CVPR 2026 Object Detection Domain Generalized Object Detection (DGOD) Front-door Adjustment Causal Inference Basis Learning Vision Foundation Models (VFMs)

Bridge: Basis-Driven Causal Inference Marries VFMs for Domain Generalization¶

Conference: CVPR 2026
arXiv: 2604.26820
Code: https://mingbohong.github.io/Bridge/ (Project Page)
Area: Object Detection / Domain Generalization / Causal Inference
Keywords: Domain Generalized Object Detection (DGOD), Front-door Adjustment, Causal Inference, Basis Learning, Vision Foundation Models (VFMs)

TL;DR¶

Addressing the issue where detectors easily learn spurious correlations from confounders like "lighting/co-occurrence/style" under data scarcity in single-source domains, this paper proposes the plug-and-play Causal Basis Block (CBB). By implementing causal front-door adjustment via learnable low-rank bases to "estimate two expectations," CBB allows for end-to-end calibration on frozen VFMs (DINOv2/3, SAM, Stable Diffusion). It consistently sets new SOTAs across five DGOD benchmarks (up to +5.4 mAP).

Background & Motivation¶

Background: Domain Generalized Object Detection (DGOD) aim to train on one or few source domains and generalize to unseen target domains. Mainstream approaches include learning domain-invariant representations, expanding source distributions via augmentation, or leveraging strong priors from Vision Foundation Models (VFMs). Recently, using frozen DINOv2/SAM/Stable Diffusion as backbones with detection heads has become popular.

Limitations of Prior Work: Most methods ignore confounding effects occurring during single-source, small-data training. Confounders \(\mathcal{Z}\) (lighting, object co-occurrence patterns, style differences) affect both input features \(\mathcal{X}\) and labels \(\mathcal{Y}\), creating spurious correlations. A provided example shows that a detector using a frozen DINOv2 (pre-trained on 142M images) but fine-tuned on only 3,000 Cityscapes images misclassifies bicycles next to pedestrians as "rider" (57%) or "person" (20%)—it learns the shortcut "bicycles often co-occur with people" rather than the causal features of the bicycle. The representation power of strong backbones is wasted on such shortcuts.

Key Challenge: To eliminate confounding, back-door adjustment is a classic approach, but it requires explicit modeling and enumeration of confounders \(\mathcal{Z}\) (\(\mathcal{P}(\mathcal{Y}\mid\mathrm{do}(\mathcal{X}))=\sum_{\mathcal{Z}}\mathcal{P}(\mathcal{Y}\mid\mathcal{X},\mathcal{Z})\mathcal{P}(\mathcal{Z})\)). In reality, many confounders are unobservable or difficult to measure, making back-door adjustment infeasible. Existing causal detection works (e.g., for adverse weather) rely on external confounder dictionaries and cumbersome post-processing like clustering/momentum updates, lacking flexibility and scalability.

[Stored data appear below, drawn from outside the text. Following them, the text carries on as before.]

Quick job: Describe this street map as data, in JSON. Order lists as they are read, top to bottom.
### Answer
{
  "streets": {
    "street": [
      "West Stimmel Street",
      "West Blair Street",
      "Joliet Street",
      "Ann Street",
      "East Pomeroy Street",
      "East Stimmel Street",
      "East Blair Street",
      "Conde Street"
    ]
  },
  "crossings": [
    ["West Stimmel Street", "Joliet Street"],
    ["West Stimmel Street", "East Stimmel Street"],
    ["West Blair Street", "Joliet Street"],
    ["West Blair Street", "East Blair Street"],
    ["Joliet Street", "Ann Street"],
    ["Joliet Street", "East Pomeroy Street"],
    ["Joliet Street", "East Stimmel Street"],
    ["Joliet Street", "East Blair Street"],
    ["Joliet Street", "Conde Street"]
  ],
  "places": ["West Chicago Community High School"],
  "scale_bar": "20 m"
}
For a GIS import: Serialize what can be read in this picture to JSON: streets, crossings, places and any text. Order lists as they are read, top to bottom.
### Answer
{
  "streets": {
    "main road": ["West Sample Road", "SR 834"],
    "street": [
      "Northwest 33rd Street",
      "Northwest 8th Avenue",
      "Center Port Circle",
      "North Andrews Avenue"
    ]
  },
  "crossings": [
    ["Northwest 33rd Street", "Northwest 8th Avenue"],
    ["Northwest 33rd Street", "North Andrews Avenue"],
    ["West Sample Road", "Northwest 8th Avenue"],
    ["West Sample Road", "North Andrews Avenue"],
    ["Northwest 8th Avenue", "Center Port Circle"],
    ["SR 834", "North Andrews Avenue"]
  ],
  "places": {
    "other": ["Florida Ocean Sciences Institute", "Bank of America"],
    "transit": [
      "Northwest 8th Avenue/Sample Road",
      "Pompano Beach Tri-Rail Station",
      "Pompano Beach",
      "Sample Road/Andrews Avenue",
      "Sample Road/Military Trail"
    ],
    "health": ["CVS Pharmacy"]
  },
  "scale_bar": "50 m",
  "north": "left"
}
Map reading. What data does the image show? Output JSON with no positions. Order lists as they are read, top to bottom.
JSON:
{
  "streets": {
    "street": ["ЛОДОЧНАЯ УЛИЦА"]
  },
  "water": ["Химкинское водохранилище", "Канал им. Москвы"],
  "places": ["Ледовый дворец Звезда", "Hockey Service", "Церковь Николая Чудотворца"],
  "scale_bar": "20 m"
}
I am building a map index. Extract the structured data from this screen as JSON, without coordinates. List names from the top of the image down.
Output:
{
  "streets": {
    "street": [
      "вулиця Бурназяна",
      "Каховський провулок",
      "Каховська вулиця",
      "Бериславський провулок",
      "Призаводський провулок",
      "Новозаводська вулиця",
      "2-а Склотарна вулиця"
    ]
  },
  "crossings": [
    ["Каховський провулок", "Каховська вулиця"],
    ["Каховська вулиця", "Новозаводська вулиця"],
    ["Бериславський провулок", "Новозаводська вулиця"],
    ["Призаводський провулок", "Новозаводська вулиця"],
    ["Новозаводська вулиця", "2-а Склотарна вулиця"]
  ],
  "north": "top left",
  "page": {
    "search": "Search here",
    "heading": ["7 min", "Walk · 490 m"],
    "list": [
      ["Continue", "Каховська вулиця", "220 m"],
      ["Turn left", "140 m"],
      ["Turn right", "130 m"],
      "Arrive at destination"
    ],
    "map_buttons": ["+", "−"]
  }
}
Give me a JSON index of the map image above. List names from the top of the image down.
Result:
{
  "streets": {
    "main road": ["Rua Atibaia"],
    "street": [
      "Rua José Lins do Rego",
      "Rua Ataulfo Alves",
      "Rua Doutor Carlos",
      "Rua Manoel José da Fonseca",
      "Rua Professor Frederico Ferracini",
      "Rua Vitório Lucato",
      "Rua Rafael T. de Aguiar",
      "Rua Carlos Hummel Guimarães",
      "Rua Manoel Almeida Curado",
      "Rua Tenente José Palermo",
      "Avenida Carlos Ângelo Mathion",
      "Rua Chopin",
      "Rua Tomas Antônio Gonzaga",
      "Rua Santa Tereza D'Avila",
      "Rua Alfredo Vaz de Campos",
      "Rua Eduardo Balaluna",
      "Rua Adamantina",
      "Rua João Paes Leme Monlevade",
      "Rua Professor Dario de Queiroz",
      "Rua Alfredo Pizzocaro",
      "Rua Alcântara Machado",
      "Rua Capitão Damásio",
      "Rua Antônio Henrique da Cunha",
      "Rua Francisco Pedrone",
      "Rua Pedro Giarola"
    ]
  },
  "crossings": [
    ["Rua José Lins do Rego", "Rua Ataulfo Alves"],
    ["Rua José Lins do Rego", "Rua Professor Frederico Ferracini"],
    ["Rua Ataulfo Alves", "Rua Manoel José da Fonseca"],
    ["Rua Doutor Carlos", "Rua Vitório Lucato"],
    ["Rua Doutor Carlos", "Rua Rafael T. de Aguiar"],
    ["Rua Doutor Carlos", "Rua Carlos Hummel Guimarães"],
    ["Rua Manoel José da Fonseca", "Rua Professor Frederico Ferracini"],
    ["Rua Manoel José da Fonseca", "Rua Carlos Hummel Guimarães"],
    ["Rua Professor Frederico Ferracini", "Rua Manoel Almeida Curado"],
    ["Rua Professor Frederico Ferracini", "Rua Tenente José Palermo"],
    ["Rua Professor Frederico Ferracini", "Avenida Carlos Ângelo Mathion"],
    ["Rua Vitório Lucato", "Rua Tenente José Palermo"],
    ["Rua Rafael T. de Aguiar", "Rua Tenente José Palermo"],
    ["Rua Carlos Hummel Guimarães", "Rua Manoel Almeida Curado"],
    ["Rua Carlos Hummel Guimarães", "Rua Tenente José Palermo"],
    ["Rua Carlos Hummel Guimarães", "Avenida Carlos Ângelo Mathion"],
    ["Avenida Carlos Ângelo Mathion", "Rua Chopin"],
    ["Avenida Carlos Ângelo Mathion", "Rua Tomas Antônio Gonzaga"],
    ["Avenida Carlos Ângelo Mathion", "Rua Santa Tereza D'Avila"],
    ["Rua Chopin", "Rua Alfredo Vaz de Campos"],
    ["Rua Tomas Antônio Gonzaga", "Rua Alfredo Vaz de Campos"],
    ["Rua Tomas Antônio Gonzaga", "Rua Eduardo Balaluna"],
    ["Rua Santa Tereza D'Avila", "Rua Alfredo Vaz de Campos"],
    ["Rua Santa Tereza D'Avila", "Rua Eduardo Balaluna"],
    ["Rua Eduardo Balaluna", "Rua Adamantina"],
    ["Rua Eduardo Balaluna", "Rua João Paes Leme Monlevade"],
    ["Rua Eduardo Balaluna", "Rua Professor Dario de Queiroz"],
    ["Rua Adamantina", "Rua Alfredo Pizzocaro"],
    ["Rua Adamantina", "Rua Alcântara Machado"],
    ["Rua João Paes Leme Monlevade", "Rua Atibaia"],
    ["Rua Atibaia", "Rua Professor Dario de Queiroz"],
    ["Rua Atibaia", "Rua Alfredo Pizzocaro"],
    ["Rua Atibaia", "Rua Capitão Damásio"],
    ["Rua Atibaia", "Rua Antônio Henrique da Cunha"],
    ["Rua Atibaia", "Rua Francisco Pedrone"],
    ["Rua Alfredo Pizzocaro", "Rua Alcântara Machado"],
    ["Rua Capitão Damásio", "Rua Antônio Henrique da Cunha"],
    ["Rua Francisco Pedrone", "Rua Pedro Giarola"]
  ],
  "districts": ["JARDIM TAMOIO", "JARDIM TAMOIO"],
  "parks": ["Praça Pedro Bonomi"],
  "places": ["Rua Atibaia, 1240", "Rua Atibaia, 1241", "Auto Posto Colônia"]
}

Goal: Block spurious correlations without explicitly specifying confounders or using external dictionaries, while creating a plug-and-play module that seamlessly integrates with any frozen VFM.

Key Insight: Use front-door adjustment to bypass "confounder enumeration"—by finding a mediator variable \(\mathcal{M}\) on the causal path \(\mathcal{X}\to\mathcal{Y}\), the causal effect of \(\mathcal{X}\) on \(\mathcal{Y}\) can be identified. Drawing from dictionary learning, the two difficult-to-calculate expectations in front-door adjustment are approximated using learnable low-rank bases.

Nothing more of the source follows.